● Task to complete:
Reproduce the entries below in full, word for word.

[[ Provided material, beginning ]]

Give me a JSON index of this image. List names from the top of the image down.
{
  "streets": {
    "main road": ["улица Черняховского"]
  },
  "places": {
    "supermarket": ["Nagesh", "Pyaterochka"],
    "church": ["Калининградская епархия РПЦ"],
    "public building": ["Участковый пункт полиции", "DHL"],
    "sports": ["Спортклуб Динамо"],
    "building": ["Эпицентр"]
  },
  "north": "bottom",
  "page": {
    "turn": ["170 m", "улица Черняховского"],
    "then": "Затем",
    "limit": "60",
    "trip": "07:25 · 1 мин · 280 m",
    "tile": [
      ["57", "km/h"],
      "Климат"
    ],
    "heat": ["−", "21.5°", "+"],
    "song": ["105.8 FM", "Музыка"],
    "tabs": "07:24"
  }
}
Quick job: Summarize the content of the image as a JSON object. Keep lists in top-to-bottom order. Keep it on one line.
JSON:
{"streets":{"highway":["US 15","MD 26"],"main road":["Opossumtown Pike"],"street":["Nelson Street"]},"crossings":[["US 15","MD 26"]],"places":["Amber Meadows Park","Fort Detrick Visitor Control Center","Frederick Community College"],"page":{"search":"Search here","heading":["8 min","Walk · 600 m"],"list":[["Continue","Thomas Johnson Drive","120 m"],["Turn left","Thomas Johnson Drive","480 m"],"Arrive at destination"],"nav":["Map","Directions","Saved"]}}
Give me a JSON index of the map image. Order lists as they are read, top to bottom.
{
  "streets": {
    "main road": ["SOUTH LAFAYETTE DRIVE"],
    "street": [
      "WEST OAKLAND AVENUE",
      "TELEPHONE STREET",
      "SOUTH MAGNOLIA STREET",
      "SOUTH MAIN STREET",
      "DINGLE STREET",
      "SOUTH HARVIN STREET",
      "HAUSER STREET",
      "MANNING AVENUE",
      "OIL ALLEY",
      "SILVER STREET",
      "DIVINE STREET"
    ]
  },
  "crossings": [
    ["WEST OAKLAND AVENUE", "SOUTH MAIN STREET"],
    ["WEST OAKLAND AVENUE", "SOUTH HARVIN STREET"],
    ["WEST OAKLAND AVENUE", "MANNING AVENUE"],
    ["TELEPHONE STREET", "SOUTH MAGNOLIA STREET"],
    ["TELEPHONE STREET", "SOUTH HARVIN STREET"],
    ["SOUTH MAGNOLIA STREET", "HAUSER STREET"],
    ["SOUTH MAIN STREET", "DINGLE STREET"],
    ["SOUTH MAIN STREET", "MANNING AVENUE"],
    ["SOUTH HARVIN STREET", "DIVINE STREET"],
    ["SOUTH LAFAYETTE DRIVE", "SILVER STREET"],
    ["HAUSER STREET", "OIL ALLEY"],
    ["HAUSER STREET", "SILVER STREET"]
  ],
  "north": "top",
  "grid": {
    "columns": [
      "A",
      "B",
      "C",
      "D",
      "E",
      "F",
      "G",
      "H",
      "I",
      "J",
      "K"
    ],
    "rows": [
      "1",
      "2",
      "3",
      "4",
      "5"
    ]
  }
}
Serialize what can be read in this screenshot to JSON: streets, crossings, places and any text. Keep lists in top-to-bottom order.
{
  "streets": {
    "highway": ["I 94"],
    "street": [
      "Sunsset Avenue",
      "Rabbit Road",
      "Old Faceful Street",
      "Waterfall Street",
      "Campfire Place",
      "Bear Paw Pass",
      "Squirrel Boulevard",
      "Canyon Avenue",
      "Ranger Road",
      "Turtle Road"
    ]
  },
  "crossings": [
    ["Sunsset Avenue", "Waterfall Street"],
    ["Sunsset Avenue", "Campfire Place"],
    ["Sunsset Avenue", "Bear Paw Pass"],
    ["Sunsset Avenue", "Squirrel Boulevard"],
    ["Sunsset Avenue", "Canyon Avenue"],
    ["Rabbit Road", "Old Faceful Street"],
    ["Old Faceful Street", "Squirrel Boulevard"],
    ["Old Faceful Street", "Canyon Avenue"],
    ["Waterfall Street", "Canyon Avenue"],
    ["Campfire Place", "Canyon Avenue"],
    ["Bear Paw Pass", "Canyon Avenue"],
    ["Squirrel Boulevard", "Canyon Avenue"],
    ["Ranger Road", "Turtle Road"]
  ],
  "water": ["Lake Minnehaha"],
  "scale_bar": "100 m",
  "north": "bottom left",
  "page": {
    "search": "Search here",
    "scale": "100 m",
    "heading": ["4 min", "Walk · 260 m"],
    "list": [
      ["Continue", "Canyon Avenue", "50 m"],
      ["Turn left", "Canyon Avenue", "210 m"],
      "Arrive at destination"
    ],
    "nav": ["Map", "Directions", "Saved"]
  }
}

[[ Provided material, end ]]

● Solution to this problem:
Give me a JSON index of this image. List names from the top of the image down.
{
  "streets": {
    "main road": ["улица Черняховского"]
  },
  "places": {
    "supermarket": ["Nagesh", "Pyaterochka"],
    "church": ["Калининградская епархия РПЦ"],
    "public building": ["Участковый пункт полиции", "DHL"],
    "sports": ["Спортклуб Динамо"],
    "building": ["Эпицентр"]
  },
  "north": "bottom",
  "page": {
    "turn": ["170 m", "улица Черняховского"],
    "then": "Затем",
    "limit": "60",
    "trip": "07:25 · 1 мин · 280 m",
    "tile": [
      ["57", "km/h"],
      "Климат"
    ],
    "heat": ["−", "21.5°", "+"],
    "song": ["105.8 FM", "Музыка"],
    "tabs": "07:24"
  }
}
Quick job: Summarize the content of the image as a JSON object. Keep lists in top-to-bottom order. Keep it on one line.
JSON:
{"streets":{"highway":["US 15","MD 26"],"main road":["Opossumtown Pike"],"street":["Nelson Street"]},"crossings":[["US 15","MD 26"]],"places":["Amber Meadows Park","Fort Detrick Visitor Control Center","Frederick Community College"],"page":{"search":"Search here","heading":["8 min","Walk · 600 m"],"list":[["Continue","Thomas Johnson Drive","120 m"],["Turn left","Thomas Johnson Drive","480 m"],"Arrive at destination"],"nav":["Map","Directions","Saved"]}}
Give me a JSON index of the map image. Order lists as they are read, top to bottom.
{
  "streets": {
    "main road": ["SOUTH LAFAYETTE DRIVE"],
    "street": [
      "WEST OAKLAND AVENUE",
      "TELEPHONE STREET",
      "SOUTH MAGNOLIA STREET",
      "SOUTH MAIN STREET",
      "DINGLE STREET",
      "SOUTH HARVIN STREET",
      "HAUSER STREET",
      "MANNING AVENUE",
      "OIL ALLEY",
      "SILVER STREET",
      "DIVINE STREET"
    ]
  },
  "crossings": [
    ["WEST OAKLAND AVENUE", "SOUTH MAIN STREET"],
    ["WEST OAKLAND AVENUE", "SOUTH HARVIN STREET"],
    ["WEST OAKLAND AVENUE", "MANNING AVENUE"],
    ["TELEPHONE STREET", "SOUTH MAGNOLIA STREET"],
    ["TELEPHONE STREET", "SOUTH HARVIN STREET"],
    ["SOUTH MAGNOLIA STREET", "HAUSER STREET"],
    ["SOUTH MAIN STREET", "DINGLE STREET"],
    ["SOUTH MAIN STREET", "MANNING AVENUE"],
    ["SOUTH HARVIN STREET", "DIVINE STREET"],
    ["SOUTH LAFAYETTE DRIVE", "SILVER STREET"],
    ["HAUSER STREET", "OIL ALLEY"],
    ["HAUSER STREET", "SILVER STREET"]
  ],
  "north": "top",
  "grid": {
    "columns": [
      "A",
      "B",
      "C",
      "D",
      "E",
      "F",
      "G",
      "H",
      "I",
      "J",
      "K"
    ],
    "rows": [
      "1",
      "2",
      "3",
      "4",
      "5"
    ]
  }
}
Serialize what can be read in this screenshot to JSON: streets, crossings, places and any text. Keep lists in top-to-bottom order.
{
  "streets": {
    "highway": ["I 94"],
    "street": [
      "Sunsset Avenue",
      "Rabbit Road",
      "Old Faceful Street",
      "Waterfall Street",
      "Campfire Place",
      "Bear Paw Pass",
      "Squirrel Boulevard",
      "Canyon Avenue",
      "Ranger Road",
      "Turtle Road"
    ]
  },
  "crossings": [
    ["Sunsset Avenue", "Waterfall Street"],
    ["Sunsset Avenue", "Campfire Place"],
    ["Sunsset Avenue", "Bear Paw Pass"],
    ["Sunsset Avenue", "Squirrel Boulevard"],
    ["Sunsset Avenue", "Canyon Avenue"],
    ["Rabbit Road", "Old Faceful Street"],
    ["Old Faceful Street", "Squirrel Boulevard"],
    ["Old Faceful Street", "Canyon Avenue"],
    ["Waterfall Street", "Canyon Avenue"],
    ["Campfire Place", "Canyon Avenue"],
    ["Bear Paw Pass", "Canyon Avenue"],
    ["Squirrel Boulevard", "Canyon Avenue"],
    ["Ranger Road", "Turtle Road"]
  ],
  "water": ["Lake Minnehaha"],
  "scale_bar": "100 m",
  "north": "bottom left",
  "page": {
    "search": "Search here",
    "scale": "100 m",
    "heading": ["4 min", "Walk · 260 m"],
    "list": [
      ["Continue", "Canyon Avenue", "50 m"],
      ["Turn left", "Canyon Avenue", "210 m"],
      "Arrive at destination"
    ],
    "nav": ["Map", "Directions", "Saved"]
  }
}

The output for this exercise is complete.